[Data excerpts — start]

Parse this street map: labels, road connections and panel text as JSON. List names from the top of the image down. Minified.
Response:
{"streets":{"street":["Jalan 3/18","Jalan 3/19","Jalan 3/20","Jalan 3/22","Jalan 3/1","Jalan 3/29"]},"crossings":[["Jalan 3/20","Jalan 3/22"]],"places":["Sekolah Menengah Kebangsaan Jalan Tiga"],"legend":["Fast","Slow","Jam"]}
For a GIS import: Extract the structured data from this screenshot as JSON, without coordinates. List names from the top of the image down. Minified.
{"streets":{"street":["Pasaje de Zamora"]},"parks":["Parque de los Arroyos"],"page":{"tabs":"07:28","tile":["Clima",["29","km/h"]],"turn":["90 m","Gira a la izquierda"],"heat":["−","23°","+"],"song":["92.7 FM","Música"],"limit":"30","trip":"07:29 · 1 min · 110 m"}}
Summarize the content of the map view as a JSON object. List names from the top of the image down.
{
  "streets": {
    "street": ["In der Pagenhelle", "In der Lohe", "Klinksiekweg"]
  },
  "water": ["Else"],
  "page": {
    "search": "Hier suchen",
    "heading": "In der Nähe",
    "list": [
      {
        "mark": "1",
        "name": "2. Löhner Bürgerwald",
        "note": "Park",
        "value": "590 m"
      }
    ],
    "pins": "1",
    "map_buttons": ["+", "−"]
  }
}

[Data excerpts — finish]

*Task directions*: Within the records above, the line carrying "For a GIS import: Extract" starts the range and the last line ends it. Set down that range exactly.

*Answer section*:
For a GIS import: Extract the structured data from this screenshot as JSON, without coordinates. List names from the top of the image down. Minified.
{"streets":{"street":["Pasaje de Zamora"]},"parks":["Parque de los Arroyos"],"page":{"tabs":"07:28","tile":["Clima",["29","km/h"]],"turn":["90 m","Gira a la izquierda"],"heat":["−","23°","+"],"song":["92.7 FM","Música"],"limit":"30","trip":"07:29 · 1 min · 110 m"}}
Summarize the content of the map view as a JSON object. List names from the top of the image down.
{
  "streets": {
    "street": ["In der Pagenhelle", "In der Lohe", "Klinksiekweg"]
  },
  "water": ["Else"],
  "page": {
    "search": "Hier suchen",
    "heading": "In der Nähe",
    "list": [
      {
        "mark": "1",
        "name": "2. Löhner Bürgerwald",
        "note": "Park",
        "value": "590 m"
      }
    ],
    "pins": "1",
    "map_buttons": ["+", "−"]
  }
}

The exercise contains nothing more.